**WHAT THE TASK ASKS:**
Below are records; reproduce exactly the lines from the one that has "Give me a JSON index of this map" through the one that has "Quick job: What", ends included, and nothing more.

-- DATASET RECORDS follows --

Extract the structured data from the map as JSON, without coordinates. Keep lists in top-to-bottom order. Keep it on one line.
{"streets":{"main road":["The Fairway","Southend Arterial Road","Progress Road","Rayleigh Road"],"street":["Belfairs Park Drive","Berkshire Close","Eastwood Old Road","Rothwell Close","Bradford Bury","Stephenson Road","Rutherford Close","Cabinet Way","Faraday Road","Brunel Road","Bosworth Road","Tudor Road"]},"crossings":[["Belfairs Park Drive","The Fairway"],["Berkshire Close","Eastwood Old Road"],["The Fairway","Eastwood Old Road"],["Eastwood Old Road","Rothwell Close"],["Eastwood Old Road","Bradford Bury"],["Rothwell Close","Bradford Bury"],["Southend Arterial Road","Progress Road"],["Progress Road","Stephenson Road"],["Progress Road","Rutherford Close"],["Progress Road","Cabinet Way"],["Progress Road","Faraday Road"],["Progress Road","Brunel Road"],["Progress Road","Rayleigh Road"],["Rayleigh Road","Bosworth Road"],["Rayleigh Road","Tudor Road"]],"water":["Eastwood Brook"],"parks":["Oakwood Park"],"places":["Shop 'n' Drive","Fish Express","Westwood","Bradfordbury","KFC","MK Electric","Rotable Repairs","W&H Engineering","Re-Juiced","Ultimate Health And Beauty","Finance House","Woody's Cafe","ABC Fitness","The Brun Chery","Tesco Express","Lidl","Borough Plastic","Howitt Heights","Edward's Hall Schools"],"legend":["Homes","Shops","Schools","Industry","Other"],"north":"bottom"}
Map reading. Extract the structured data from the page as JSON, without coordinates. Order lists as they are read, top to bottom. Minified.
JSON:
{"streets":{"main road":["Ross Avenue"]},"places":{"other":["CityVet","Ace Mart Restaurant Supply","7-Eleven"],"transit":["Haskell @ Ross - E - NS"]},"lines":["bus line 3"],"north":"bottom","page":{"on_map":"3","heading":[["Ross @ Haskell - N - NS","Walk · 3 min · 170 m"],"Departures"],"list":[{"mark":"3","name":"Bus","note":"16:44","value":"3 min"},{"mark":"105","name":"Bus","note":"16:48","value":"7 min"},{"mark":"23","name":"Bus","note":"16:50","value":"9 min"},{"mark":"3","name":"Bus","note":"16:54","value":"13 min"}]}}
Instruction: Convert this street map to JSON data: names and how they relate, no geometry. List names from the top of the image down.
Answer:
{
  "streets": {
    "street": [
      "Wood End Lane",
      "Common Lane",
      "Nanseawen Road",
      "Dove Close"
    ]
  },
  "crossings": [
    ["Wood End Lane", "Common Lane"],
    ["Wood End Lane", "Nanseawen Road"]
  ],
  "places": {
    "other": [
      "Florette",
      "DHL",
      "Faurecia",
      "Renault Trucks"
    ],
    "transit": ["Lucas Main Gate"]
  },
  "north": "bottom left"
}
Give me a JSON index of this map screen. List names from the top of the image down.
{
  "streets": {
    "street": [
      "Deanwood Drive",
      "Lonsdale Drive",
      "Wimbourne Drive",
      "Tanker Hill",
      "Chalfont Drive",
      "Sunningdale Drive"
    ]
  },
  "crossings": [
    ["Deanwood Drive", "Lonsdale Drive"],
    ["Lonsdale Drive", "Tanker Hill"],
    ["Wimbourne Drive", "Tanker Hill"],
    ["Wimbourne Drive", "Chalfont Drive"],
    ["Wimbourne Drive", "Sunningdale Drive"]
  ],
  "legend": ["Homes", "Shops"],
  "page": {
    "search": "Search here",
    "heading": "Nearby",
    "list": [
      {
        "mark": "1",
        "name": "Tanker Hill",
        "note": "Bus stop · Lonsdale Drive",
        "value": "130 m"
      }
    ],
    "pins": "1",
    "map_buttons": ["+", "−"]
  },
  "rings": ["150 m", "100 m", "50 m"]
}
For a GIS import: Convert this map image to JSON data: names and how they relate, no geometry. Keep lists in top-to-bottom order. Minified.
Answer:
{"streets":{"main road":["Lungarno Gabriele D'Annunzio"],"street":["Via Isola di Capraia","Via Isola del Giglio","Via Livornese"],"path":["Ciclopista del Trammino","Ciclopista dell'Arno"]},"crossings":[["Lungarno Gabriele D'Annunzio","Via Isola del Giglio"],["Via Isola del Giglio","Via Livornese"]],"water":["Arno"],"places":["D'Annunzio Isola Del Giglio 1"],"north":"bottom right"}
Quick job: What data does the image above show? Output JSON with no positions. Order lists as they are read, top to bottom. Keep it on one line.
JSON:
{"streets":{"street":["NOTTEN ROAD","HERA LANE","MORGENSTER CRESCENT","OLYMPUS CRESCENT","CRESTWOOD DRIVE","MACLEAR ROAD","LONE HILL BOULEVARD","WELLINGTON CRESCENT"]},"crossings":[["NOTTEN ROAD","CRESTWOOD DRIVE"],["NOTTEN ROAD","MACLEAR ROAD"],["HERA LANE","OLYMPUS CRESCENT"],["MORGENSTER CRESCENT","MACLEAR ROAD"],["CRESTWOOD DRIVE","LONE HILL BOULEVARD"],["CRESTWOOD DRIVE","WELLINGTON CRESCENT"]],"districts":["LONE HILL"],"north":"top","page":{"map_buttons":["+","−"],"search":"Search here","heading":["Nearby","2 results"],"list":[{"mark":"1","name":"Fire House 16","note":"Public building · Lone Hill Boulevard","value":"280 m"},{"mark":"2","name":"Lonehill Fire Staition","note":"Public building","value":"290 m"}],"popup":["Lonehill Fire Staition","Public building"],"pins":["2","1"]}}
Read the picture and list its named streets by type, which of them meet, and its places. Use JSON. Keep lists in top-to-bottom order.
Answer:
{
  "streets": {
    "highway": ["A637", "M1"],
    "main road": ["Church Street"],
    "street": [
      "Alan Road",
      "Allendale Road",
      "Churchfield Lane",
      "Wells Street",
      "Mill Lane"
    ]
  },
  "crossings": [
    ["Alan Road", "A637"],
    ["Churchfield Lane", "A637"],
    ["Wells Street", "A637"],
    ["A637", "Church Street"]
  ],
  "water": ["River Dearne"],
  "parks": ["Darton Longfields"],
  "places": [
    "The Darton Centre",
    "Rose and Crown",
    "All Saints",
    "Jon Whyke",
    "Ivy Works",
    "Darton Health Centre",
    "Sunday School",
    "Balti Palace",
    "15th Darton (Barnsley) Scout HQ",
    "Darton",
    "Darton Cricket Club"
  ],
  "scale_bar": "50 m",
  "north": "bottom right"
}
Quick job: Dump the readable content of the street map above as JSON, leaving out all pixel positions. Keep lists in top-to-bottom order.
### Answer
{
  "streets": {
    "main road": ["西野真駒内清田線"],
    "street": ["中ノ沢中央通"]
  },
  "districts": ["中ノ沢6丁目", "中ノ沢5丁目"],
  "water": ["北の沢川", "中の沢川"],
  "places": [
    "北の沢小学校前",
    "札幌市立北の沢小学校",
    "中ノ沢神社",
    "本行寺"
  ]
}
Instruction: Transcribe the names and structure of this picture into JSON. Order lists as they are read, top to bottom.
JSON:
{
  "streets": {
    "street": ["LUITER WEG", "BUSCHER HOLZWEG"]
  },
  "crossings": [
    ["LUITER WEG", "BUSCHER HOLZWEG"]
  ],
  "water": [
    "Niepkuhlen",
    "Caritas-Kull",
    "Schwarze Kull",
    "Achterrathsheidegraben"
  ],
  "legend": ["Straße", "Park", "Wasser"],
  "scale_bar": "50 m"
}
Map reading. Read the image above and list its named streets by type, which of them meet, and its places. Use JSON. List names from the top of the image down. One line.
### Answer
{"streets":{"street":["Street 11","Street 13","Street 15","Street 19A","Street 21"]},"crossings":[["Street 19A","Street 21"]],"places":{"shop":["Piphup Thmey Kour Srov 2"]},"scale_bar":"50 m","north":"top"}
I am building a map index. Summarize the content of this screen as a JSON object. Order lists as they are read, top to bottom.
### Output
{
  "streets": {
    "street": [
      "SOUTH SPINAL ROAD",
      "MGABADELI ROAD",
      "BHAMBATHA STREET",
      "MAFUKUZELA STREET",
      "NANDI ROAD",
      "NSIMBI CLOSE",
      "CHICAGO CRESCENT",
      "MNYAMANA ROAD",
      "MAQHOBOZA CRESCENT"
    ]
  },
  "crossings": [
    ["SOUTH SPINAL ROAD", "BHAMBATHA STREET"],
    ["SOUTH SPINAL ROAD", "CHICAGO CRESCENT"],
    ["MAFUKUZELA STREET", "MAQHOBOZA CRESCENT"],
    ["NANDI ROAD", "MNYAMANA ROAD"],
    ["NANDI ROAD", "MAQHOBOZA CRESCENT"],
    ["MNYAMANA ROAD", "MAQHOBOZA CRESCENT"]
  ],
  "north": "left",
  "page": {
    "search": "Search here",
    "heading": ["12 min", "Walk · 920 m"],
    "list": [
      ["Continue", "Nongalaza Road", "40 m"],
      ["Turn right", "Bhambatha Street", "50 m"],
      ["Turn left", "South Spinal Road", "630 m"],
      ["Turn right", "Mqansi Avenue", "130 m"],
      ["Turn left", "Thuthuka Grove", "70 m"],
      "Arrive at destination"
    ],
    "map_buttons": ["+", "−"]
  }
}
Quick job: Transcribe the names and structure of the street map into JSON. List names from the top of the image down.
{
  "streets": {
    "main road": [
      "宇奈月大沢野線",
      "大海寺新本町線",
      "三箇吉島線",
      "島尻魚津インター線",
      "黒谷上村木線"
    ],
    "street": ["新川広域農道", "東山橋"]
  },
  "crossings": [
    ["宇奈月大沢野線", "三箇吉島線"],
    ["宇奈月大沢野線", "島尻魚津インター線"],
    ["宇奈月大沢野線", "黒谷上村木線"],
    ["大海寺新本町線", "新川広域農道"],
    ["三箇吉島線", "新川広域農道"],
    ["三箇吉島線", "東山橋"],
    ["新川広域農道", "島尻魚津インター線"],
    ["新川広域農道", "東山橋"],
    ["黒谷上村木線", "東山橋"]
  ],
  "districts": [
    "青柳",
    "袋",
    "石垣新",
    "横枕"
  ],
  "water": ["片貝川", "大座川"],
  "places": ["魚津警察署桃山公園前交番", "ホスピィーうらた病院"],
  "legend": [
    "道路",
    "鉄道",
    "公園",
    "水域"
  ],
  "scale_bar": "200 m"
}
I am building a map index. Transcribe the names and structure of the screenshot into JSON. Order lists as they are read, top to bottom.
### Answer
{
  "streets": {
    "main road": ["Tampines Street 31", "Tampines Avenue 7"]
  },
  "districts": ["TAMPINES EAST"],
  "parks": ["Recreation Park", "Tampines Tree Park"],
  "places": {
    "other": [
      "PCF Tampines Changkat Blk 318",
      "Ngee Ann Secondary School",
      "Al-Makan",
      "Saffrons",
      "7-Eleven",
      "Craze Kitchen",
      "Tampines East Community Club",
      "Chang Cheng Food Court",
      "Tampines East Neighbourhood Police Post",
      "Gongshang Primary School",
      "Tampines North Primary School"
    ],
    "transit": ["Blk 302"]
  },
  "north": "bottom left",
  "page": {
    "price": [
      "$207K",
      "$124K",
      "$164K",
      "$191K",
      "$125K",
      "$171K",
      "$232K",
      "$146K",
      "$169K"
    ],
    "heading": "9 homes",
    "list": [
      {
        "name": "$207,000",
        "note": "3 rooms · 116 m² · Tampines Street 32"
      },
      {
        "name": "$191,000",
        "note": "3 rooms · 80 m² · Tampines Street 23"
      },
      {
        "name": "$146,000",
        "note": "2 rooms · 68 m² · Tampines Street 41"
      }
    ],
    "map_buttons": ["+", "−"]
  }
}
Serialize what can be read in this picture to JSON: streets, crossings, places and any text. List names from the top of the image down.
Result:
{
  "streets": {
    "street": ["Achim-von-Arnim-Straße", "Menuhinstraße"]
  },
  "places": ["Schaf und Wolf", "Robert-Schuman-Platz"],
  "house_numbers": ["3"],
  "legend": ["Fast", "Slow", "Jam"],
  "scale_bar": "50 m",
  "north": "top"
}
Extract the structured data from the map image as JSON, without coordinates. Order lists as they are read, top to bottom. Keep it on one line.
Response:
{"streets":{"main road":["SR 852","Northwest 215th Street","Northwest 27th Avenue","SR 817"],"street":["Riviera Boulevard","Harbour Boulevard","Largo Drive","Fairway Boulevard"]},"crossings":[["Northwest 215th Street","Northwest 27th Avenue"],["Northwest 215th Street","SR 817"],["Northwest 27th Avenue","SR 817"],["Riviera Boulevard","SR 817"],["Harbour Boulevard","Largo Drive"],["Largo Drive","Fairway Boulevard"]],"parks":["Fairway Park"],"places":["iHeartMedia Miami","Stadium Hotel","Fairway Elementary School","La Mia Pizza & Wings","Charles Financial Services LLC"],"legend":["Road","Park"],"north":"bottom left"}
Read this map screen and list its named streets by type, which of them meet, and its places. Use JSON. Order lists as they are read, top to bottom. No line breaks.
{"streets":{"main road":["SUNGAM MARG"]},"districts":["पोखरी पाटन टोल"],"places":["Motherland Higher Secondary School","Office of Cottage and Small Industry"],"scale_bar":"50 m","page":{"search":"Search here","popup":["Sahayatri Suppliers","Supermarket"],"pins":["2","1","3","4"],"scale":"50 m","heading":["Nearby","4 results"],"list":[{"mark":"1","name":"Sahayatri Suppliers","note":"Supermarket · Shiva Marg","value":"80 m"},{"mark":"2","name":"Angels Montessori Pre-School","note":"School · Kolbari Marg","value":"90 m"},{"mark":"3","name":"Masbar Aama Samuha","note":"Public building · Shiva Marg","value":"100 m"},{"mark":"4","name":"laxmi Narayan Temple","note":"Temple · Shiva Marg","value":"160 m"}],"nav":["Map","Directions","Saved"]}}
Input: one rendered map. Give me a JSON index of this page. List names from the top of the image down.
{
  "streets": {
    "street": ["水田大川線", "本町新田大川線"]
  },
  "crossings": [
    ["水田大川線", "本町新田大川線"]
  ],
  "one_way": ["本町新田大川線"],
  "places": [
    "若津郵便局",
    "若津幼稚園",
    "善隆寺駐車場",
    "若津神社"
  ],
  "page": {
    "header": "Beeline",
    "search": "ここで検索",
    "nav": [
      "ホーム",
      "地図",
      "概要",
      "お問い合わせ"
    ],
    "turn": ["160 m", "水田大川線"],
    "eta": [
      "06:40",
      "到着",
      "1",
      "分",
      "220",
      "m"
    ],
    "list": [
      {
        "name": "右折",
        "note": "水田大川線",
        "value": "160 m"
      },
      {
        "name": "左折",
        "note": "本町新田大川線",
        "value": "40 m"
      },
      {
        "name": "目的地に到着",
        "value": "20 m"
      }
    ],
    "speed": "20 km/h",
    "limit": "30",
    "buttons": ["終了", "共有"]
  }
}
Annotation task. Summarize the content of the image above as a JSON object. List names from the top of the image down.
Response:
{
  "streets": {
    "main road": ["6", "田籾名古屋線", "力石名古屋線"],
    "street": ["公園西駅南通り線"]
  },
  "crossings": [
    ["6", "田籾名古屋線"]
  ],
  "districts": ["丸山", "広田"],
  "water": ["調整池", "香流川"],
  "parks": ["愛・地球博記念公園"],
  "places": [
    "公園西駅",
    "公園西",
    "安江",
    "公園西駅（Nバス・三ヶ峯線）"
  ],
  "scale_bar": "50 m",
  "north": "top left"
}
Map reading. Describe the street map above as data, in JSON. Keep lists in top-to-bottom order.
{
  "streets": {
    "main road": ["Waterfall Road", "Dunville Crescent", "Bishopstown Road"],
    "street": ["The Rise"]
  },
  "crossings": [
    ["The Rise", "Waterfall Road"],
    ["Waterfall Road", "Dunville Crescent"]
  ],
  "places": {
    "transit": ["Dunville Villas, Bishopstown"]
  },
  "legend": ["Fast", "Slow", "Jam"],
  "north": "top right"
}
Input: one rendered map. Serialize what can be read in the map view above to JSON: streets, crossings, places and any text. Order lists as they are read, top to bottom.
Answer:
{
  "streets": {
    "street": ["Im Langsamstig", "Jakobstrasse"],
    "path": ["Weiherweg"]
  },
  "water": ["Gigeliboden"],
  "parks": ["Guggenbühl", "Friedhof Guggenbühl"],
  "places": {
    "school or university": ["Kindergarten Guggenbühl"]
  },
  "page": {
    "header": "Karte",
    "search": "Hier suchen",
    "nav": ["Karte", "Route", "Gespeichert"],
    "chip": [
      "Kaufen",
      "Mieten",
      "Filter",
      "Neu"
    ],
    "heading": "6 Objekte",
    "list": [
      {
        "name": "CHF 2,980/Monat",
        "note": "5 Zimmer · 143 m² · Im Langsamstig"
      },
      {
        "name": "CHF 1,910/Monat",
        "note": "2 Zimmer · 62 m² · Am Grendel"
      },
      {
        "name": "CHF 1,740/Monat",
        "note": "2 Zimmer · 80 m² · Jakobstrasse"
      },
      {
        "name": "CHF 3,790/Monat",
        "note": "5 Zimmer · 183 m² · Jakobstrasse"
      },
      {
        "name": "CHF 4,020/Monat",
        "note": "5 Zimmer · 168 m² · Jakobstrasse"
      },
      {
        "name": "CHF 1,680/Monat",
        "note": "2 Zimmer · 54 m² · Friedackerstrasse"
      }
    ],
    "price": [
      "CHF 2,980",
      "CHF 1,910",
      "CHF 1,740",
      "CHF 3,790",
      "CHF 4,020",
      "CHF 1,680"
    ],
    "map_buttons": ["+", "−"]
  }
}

-- DATASET RECORDS concluded --

**OUTPUT OF THE EXERCISE:**
Give me a JSON index of this map screen. List names from the top of the image down.
{
  "streets": {
    "street": [
      "Deanwood Drive",
      "Lonsdale Drive",
      "Wimbourne Drive",
      "Tanker Hill",
      "Chalfont Drive",
      "Sunningdale Drive"
    ]
  },
  "crossings": [
    ["Deanwood Drive", "Lonsdale Drive"],
    ["Lonsdale Drive", "Tanker Hill"],
    ["Wimbourne Drive", "Tanker Hill"],
    ["Wimbourne Drive", "Chalfont Drive"],
    ["Wimbourne Drive", "Sunningdale Drive"]
  ],
  "legend": ["Homes", "Shops"],
  "page": {
    "search": "Search here",
    "heading": "Nearby",
    "list": [
      {
        "mark": "1",
        "name": "Tanker Hill",
        "note": "Bus stop · Lonsdale Drive",
        "value": "130 m"
      }
    ],
    "pins": "1",
    "map_buttons": ["+", "−"]
  },
  "rings": ["150 m", "100 m", "50 m"]
}
For a GIS import: Convert this map image to JSON data: names and how they relate, no geometry. Keep lists in top-to-bottom order. Minified.
Answer:
{"streets":{"main road":["Lungarno Gabriele D'Annunzio"],"street":["Via Isola di Capraia","Via Isola del Giglio","Via Livornese"],"path":["Ciclopista del Trammino","Ciclopista dell'Arno"]},"crossings":[["Lungarno Gabriele D'Annunzio","Via Isola del Giglio"],["Via Isola del Giglio","Via Livornese"]],"water":["Arno"],"places":["D'Annunzio Isola Del Giglio 1"],"north":"bottom right"}
Quick job: What data does the image above show? Output JSON with no positions. Order lists as they are read, top to bottom. Keep it on one line.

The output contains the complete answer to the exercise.